Report all lines of the data below that hold the word "content".

Dataset entries:
>>>>>

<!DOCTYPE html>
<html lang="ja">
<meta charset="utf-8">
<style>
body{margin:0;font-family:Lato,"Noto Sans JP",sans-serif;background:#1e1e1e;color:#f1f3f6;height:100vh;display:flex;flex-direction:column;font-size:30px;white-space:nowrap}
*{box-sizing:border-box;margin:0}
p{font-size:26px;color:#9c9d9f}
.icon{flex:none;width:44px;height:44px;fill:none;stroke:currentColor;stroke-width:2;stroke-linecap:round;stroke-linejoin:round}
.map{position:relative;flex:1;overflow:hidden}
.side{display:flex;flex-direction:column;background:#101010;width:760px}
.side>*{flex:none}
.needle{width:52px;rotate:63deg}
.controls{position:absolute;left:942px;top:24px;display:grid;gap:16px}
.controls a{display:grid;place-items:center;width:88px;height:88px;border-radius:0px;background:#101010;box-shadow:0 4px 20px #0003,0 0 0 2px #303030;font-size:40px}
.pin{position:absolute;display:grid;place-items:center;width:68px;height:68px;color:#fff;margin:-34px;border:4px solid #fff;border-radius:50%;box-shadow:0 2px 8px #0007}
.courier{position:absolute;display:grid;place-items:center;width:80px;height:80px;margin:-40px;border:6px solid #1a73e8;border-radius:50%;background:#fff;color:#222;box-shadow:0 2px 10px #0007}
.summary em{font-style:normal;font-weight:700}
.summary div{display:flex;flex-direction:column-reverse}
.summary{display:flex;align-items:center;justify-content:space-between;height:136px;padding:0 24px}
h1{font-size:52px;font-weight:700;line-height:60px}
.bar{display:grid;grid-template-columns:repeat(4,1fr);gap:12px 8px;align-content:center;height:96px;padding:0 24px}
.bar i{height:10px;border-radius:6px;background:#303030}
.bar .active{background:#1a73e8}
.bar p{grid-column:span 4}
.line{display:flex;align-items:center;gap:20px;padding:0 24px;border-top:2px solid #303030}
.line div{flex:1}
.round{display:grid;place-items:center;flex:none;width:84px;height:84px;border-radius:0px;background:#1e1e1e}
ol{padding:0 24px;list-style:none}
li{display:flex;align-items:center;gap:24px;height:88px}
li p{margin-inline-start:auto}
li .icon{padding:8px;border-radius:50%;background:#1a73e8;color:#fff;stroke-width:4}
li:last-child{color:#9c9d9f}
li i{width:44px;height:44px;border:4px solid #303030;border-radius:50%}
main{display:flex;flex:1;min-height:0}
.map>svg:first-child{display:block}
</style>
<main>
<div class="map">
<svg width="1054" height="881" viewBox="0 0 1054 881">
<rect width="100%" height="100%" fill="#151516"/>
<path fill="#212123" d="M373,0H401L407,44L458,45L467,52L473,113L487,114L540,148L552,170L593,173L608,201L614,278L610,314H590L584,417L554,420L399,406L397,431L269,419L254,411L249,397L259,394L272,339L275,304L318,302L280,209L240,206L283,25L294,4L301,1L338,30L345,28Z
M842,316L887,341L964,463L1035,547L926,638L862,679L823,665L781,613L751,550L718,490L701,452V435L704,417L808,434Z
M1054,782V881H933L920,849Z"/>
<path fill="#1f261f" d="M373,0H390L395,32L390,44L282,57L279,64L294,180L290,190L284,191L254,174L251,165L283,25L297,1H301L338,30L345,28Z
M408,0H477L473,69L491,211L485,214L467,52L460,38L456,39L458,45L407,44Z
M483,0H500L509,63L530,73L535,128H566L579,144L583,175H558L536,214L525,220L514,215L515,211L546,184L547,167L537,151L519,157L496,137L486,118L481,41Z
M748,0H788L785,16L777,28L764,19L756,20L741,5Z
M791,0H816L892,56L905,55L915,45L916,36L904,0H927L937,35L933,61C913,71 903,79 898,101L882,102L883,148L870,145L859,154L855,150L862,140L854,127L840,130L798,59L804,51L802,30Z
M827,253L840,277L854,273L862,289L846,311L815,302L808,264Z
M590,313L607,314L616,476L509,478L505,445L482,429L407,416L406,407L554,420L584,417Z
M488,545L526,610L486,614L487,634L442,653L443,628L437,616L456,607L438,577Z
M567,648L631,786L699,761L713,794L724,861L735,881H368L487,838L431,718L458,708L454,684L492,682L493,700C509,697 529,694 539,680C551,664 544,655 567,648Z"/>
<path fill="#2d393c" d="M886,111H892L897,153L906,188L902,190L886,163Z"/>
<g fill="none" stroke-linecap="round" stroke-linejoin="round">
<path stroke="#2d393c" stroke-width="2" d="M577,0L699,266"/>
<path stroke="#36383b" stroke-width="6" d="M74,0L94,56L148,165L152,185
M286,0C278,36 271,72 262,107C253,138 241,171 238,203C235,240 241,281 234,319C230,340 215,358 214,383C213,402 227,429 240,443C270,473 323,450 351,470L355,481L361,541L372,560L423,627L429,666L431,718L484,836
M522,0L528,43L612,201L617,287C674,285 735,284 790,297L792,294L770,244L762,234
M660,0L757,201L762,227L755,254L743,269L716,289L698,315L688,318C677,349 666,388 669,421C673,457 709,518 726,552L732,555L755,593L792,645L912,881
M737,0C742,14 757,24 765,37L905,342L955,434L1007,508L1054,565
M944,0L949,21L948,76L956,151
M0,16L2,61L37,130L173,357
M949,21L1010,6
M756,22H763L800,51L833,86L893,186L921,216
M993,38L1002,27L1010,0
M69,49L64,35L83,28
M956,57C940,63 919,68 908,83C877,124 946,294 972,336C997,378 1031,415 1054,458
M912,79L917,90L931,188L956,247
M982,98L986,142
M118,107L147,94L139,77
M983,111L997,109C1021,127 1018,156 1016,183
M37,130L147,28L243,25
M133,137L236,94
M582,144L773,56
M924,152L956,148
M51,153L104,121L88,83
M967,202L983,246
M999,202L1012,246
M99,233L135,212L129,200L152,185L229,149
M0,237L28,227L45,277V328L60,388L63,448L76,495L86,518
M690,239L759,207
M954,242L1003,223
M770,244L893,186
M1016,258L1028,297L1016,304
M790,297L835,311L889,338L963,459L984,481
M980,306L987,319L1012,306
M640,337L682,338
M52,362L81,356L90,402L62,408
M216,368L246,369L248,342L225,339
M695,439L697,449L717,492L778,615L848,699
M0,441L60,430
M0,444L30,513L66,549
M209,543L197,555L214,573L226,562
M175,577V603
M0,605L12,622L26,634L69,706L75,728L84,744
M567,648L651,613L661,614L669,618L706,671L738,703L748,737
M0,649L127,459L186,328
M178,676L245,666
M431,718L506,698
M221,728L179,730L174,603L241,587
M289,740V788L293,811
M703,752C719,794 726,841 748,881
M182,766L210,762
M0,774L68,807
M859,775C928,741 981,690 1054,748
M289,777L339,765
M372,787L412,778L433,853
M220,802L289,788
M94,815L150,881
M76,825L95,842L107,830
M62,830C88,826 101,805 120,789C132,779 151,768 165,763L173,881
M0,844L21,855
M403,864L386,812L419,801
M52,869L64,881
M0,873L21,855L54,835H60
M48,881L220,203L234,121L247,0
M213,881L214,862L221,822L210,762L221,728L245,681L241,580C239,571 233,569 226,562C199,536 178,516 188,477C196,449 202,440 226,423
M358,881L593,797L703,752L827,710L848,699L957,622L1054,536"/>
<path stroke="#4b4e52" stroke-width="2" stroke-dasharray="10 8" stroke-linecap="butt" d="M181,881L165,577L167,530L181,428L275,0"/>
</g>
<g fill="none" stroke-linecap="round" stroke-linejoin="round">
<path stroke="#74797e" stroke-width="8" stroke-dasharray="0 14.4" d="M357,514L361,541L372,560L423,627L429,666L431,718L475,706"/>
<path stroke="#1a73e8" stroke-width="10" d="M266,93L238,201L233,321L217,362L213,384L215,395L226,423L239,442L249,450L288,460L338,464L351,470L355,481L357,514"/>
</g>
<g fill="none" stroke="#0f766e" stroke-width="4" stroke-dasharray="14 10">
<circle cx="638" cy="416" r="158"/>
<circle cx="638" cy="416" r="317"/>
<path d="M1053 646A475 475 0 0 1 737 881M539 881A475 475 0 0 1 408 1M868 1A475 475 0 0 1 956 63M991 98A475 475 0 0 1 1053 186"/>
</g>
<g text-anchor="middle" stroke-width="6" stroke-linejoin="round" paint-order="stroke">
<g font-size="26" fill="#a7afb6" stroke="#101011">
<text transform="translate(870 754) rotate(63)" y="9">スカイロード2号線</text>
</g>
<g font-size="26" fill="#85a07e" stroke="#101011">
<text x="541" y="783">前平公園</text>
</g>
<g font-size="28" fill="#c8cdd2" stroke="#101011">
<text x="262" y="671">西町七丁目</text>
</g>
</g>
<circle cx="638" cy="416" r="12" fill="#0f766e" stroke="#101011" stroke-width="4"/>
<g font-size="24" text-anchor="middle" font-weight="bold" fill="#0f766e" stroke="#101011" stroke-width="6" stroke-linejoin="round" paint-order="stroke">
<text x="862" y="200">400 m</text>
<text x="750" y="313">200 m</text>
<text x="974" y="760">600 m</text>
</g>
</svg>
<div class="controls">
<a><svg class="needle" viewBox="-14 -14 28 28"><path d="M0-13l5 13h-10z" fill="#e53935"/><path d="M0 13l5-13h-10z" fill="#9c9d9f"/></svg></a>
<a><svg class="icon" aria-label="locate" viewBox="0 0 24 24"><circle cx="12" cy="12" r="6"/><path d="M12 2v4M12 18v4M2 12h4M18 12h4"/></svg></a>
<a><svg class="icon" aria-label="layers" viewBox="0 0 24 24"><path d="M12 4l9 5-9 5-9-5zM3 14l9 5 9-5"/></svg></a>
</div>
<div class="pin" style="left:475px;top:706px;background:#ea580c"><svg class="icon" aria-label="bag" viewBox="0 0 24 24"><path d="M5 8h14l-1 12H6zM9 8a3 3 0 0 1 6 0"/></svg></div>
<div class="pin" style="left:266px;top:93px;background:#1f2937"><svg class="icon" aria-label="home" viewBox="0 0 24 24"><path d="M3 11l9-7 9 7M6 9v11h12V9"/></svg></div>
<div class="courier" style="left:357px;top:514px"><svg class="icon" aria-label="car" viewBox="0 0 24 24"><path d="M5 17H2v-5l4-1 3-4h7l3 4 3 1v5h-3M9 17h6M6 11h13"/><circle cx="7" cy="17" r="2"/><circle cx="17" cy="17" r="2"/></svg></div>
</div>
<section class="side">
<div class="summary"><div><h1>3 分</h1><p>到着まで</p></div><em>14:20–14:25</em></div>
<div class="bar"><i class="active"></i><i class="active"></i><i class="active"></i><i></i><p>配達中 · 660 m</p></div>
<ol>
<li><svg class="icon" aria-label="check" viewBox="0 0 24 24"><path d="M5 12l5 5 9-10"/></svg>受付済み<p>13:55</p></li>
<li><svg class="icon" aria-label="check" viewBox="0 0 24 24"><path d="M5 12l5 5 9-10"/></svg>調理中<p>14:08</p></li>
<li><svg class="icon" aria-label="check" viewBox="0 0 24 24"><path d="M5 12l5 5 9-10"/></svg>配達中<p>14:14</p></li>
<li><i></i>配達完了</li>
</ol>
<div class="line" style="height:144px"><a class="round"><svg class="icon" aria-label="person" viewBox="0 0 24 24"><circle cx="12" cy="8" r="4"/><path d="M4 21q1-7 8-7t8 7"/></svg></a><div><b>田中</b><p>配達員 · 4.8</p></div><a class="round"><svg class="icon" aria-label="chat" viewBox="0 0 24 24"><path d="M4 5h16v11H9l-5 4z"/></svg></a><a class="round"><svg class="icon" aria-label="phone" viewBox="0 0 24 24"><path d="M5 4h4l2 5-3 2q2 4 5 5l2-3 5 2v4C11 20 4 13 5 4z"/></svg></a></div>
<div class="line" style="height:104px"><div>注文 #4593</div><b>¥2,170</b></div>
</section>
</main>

<<<<<

> _ANSWER AREA_:
.summary{display:flex;align-items:center;justify-content:space-between;height:136px;padding:0 24px}
.bar{display:grid;grid-template-columns:repeat(4,1fr);gap:12px 8px;align-content:center;height:96px;padding:0 24px}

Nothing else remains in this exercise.